Hudson Motor Company was among the first automotive companies to employ women designers full-time. They wanted a woman to contribute a female point of view to automotive design, hired Oros as the first female American automotive designer. in 1939. Hudson's decision to hire the 22-year old Betty Thatcher for its styling department changed the automotive industry.

Her contributions were not limited to the interior, Oros worked on some of the exterior trim for the 1939 Hudson Big Boy truck (Series 98) based on the Hudson Commodore sedan. It improved the appeal of the vehicle.

The "Big Boy" designation was dropped, but her initial designs continued for the post-World War II, horizontally split grille, 1946 and 1947 (Series 58) versions.

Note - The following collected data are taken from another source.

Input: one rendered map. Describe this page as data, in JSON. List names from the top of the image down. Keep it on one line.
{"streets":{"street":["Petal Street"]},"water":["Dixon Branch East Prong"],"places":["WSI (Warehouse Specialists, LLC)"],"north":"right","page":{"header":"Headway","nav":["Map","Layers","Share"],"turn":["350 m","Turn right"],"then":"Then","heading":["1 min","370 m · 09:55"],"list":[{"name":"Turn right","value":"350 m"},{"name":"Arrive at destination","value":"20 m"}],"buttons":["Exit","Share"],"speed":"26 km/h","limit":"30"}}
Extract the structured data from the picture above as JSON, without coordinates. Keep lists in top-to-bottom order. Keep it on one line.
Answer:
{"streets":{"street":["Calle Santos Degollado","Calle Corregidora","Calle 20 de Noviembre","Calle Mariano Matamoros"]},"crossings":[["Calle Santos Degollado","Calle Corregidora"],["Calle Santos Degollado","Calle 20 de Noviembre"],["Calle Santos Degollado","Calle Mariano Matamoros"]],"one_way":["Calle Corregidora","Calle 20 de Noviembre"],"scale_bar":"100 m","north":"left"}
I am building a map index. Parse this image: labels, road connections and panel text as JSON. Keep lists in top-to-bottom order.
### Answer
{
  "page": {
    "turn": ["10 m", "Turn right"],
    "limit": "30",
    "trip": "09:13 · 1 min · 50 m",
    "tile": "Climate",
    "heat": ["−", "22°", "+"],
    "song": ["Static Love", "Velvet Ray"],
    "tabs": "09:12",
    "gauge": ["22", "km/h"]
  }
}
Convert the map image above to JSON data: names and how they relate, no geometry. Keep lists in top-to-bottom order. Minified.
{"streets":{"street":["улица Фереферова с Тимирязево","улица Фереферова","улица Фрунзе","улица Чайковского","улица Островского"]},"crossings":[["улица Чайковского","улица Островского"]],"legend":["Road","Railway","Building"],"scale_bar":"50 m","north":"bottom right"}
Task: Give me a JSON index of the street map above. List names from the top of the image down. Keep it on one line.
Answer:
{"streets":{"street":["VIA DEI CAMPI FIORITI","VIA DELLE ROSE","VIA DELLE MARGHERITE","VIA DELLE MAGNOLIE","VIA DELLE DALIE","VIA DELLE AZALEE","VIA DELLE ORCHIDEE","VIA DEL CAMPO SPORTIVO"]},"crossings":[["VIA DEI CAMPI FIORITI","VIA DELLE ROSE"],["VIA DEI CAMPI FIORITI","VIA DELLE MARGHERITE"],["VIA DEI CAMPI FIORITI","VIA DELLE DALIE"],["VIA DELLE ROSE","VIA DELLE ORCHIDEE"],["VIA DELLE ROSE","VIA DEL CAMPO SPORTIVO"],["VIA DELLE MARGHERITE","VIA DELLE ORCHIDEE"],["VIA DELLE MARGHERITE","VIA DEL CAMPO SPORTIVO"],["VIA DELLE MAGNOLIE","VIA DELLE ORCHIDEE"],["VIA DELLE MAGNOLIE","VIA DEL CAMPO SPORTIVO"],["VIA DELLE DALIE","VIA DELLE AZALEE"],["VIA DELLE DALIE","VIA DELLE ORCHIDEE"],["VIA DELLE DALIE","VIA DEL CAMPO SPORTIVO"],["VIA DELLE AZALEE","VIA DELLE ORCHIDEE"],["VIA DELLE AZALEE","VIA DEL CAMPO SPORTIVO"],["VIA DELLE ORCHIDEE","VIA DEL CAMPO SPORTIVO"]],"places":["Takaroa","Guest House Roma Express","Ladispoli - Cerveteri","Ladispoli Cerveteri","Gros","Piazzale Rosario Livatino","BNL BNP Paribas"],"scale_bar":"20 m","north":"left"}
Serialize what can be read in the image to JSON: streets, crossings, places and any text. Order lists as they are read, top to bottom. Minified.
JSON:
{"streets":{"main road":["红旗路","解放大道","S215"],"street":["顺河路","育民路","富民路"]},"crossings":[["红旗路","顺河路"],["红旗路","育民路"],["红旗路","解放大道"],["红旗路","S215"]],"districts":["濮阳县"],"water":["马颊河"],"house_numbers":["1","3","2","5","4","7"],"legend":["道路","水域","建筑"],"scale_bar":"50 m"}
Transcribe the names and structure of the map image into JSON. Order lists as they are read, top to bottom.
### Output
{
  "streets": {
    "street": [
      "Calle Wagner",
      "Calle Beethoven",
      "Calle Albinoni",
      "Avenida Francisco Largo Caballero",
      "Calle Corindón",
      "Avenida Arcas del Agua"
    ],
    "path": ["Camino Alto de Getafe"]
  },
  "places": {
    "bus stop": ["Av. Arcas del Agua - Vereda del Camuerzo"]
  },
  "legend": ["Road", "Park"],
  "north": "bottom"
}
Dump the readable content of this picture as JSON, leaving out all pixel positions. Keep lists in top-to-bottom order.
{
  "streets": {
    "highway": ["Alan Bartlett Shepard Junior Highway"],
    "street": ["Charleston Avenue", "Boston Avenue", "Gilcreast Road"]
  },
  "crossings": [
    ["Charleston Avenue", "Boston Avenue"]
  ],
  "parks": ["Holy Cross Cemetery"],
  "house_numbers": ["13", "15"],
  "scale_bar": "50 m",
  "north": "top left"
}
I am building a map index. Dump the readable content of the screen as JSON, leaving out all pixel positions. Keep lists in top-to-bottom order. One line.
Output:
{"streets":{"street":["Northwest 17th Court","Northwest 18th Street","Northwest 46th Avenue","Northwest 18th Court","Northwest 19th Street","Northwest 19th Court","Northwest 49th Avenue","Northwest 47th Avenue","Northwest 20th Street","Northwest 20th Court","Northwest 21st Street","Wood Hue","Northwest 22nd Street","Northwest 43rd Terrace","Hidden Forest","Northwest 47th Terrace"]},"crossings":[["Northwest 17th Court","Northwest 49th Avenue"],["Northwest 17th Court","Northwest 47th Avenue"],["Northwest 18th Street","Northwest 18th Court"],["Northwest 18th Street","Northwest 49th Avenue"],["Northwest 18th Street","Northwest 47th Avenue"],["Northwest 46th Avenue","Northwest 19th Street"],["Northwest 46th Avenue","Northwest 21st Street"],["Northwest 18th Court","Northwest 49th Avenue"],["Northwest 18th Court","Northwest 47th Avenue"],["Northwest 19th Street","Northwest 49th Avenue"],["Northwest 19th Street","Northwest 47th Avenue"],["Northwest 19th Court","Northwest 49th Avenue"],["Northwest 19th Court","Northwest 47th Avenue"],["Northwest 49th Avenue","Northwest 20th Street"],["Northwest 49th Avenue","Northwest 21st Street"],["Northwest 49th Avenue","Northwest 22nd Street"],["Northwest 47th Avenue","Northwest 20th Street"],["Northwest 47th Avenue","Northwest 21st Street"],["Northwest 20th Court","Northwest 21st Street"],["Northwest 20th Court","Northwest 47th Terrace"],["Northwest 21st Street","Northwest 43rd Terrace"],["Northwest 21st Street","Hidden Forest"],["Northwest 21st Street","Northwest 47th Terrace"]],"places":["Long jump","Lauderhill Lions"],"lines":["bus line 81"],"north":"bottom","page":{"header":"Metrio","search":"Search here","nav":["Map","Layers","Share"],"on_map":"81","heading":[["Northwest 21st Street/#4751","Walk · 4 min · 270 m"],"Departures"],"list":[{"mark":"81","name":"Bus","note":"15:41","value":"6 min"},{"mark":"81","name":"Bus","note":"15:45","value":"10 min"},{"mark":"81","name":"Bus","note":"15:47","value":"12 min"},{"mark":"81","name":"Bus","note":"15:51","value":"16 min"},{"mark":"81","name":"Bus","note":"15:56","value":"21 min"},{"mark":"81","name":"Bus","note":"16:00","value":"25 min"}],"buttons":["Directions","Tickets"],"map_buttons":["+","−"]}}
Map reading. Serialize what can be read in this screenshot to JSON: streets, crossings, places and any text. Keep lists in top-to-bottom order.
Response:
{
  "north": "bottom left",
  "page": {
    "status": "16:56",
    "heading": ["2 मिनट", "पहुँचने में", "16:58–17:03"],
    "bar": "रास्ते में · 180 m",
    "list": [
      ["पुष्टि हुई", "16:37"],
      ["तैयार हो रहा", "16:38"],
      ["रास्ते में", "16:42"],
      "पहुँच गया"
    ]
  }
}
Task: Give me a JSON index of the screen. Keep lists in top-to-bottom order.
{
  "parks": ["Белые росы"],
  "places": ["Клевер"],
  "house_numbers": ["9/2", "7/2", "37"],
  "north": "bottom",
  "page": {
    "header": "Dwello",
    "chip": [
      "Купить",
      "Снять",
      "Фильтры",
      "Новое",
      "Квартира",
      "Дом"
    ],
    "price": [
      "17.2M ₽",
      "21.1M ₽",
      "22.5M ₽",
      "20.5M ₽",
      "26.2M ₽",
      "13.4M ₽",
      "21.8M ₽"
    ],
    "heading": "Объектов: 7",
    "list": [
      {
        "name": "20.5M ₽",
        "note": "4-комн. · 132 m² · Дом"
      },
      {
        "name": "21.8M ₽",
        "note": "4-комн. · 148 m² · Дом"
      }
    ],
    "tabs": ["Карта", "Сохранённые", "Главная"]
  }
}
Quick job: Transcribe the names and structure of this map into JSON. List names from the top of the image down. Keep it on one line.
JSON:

Her contributions to the 1941 Hudson cars included exterior trim with side lighting, interior instrument panel, interiors, and interior trim fabrics.

==Resignation==
Oros designed for Hudson Motors from 1939 into 1941, when she and Joe Oros were married. Because Joe Oros worked in the Cadillac Studio at General Motors, Betty resigned from Hudson to avoid a conflict of interest. However, she continued to produce art.

The Oroses had five children: Joe III, Christina, Janet, Mary, and John. She later served as a board member of the Santa Barbara Museum of Art and the Santa Barbara Symphony Orchestra. Betty Thatcher Oros died on August 19, 2001.